The need to transition from an aggregation switch to a solution such as Contrail comes from the fact that increased bandwidth requirements force network engineers to opt for a CLOS fabric design. As the fabric bandwidth increases it is important to simplify the role of the fabric switch node. These switches are becoming increasingly commoditized to the point where most switch vendors offer pretty much the same product, with the variation being the software. Often network engineers attempt to reduce the functionality running in that software to the minimum.

2015 is likely to bring additional movement towards switch commoditization. There is still space for “premium” switching solutions but my understanding is that most industry observers would expect this to fall into a 80-20 rule with 80% of the market preferring an OCP-like switch.

Against this backdrop, the Contrail product is finally starting to excite the Juniper sales-teams. Taken on a per-server basis, potential revenue of the Juniper Contrail solution is in-line with selling switch ports, when taken at a 3-year time interval. Software has better margins and Contrail is a differentiated product with one viable competitor in each of the markets it plays in.

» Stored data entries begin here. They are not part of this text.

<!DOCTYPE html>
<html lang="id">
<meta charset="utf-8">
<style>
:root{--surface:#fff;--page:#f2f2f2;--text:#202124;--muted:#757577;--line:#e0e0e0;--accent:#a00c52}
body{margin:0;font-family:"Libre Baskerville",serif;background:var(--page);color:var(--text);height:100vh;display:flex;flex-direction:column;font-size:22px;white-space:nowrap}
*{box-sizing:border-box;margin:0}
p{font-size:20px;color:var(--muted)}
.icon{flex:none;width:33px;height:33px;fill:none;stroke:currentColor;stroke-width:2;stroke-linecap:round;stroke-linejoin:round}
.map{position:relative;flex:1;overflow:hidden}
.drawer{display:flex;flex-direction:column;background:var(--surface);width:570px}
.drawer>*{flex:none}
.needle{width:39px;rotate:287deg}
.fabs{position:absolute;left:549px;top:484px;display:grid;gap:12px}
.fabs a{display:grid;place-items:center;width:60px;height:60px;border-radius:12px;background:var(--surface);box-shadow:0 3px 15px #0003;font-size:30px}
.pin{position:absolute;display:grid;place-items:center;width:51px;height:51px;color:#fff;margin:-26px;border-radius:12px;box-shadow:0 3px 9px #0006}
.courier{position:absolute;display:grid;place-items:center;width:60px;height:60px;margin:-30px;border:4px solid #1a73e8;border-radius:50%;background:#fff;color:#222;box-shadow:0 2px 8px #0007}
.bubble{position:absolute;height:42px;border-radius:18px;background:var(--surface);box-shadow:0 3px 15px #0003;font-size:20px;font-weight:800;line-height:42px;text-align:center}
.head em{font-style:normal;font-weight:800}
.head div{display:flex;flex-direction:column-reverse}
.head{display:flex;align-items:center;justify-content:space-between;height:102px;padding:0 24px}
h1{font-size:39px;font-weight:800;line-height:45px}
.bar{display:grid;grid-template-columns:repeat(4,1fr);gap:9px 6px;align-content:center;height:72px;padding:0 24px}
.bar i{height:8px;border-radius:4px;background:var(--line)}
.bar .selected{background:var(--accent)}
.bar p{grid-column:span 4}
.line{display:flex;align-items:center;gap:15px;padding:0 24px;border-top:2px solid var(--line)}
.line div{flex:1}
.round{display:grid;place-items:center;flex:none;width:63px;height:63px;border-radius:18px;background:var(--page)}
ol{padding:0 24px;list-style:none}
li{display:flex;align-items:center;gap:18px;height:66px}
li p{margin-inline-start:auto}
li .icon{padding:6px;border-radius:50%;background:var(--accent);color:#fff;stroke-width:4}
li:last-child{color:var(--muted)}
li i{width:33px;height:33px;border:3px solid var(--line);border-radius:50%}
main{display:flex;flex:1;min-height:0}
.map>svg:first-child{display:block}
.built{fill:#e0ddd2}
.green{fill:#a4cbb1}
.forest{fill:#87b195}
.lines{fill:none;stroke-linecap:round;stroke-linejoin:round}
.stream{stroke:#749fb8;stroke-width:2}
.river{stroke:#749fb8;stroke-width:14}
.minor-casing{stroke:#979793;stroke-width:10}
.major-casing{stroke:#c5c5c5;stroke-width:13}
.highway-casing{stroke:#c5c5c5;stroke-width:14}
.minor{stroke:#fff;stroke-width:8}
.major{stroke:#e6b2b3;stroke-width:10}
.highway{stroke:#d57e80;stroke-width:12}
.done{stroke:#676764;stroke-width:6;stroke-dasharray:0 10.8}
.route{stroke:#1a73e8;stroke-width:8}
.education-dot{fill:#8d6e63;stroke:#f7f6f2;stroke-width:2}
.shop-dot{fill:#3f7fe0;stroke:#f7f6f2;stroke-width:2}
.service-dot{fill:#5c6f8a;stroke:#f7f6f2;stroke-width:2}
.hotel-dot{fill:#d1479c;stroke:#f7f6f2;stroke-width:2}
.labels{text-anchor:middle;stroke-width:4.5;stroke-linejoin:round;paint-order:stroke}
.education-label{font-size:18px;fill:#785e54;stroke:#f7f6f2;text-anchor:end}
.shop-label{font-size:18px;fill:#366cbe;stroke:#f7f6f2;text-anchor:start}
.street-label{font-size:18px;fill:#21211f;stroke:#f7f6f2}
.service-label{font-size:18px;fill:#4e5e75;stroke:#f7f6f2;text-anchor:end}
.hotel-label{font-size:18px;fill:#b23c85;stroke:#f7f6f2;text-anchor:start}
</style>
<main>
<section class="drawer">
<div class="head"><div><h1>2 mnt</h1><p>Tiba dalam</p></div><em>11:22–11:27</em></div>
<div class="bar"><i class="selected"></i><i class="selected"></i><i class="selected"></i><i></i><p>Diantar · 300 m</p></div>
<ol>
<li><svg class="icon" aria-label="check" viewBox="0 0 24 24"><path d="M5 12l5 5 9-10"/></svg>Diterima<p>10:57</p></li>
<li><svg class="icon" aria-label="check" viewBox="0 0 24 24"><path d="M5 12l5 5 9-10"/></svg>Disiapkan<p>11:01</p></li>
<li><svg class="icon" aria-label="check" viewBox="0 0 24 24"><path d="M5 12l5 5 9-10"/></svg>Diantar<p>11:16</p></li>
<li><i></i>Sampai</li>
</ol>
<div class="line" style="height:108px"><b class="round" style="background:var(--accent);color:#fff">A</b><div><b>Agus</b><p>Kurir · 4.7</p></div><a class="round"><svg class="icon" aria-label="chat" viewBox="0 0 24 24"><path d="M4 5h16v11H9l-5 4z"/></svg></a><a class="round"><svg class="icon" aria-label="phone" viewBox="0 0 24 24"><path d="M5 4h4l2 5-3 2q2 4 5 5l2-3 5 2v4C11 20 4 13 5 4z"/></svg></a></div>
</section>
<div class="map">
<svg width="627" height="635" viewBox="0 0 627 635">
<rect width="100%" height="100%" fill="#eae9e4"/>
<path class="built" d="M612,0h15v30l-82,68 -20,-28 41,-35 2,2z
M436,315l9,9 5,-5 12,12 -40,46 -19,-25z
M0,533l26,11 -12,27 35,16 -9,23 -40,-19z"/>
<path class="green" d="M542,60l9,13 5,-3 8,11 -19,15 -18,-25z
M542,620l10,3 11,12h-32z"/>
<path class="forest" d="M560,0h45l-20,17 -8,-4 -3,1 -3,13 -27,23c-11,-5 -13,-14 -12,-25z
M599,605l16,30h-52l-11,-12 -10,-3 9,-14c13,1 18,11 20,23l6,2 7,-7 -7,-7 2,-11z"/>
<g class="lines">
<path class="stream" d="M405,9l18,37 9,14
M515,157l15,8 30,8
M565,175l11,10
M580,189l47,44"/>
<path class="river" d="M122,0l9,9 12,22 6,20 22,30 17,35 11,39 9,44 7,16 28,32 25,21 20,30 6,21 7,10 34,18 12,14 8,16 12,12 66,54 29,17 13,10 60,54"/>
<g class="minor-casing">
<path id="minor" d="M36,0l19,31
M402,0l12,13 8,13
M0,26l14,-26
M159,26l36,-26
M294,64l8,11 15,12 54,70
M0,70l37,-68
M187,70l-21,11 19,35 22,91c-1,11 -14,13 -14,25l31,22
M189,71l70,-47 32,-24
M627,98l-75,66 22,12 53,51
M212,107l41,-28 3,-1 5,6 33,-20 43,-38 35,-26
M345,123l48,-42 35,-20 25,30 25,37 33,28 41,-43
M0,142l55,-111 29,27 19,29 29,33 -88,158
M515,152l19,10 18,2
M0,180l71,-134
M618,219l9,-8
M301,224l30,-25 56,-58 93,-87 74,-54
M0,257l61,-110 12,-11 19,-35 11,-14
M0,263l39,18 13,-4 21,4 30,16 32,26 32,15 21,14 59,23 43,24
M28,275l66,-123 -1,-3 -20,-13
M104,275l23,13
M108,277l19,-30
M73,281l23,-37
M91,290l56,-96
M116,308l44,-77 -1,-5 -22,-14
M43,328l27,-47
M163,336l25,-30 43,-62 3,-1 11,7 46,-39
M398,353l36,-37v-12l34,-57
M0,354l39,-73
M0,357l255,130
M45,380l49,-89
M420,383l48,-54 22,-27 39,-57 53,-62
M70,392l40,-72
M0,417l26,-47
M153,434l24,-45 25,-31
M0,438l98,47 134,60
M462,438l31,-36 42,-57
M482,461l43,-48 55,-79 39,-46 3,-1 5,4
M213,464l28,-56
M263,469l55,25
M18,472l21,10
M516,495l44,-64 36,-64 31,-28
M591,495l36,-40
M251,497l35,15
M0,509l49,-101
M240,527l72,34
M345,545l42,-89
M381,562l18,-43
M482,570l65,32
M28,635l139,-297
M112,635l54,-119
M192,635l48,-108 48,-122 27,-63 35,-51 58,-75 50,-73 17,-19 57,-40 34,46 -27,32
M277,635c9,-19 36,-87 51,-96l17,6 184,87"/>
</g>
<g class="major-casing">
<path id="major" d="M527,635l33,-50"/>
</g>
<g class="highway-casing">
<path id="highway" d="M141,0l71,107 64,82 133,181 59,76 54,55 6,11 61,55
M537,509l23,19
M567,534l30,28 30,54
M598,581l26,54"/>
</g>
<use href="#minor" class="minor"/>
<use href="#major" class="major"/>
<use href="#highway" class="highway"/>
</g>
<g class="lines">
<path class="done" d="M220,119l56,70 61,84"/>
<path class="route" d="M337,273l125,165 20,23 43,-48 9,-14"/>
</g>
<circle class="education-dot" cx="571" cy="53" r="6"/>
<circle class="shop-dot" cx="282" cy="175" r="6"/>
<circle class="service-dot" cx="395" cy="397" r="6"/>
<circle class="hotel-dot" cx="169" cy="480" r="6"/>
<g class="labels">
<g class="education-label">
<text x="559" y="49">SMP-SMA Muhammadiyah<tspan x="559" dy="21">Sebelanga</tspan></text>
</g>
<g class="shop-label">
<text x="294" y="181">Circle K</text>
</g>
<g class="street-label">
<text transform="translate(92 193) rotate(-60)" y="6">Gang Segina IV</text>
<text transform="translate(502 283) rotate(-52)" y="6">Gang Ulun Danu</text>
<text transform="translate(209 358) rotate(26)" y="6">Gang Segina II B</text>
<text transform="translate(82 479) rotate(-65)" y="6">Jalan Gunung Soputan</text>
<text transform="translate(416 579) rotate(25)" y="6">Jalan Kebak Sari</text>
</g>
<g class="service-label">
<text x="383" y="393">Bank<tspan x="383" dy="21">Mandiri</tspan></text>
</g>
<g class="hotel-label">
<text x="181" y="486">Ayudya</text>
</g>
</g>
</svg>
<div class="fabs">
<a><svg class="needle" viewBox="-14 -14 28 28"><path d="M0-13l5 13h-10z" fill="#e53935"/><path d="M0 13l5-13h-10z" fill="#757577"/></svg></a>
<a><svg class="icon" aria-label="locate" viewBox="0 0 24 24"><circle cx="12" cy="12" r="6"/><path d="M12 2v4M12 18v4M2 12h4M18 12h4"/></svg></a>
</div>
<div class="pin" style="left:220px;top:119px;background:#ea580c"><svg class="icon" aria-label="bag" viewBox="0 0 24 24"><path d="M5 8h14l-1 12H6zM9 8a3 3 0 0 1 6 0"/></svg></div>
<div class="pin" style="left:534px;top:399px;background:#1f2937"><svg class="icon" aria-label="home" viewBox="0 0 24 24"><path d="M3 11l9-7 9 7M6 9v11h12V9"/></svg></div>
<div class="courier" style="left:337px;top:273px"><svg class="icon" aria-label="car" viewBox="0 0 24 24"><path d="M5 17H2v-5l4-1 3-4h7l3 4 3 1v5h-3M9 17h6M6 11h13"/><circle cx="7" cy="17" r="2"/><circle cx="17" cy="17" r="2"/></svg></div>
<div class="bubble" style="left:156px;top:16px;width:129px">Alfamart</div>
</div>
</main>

My expectation is that we will see in 2015 a much greater interest from the parent company in the Contrail business unit; <smirk> which will undoubtably be a mixed blessing </smirk>.

Simultaneously, I believe that in 2015 OpenContrail will become much less of a Juniper project and much more of a partnership of different vendors and cloud operators. From the perspective of Juniper’s commercial interests that is not a bad thing. It is much preferable to have a smaller share of a bigger pie than 100% of a small one.

OpenContrail seems to be at a juncture where its starting to attract significant interest from people that have become disillusioned with other approaches that lack its problem statement and execution focus. The challenge will be to retain the later properties while creating a “bigger tent” where others can meaningfully participate and achieve both their technical as well a business goals. It promises to be both challenging as well as a great learning opportunity.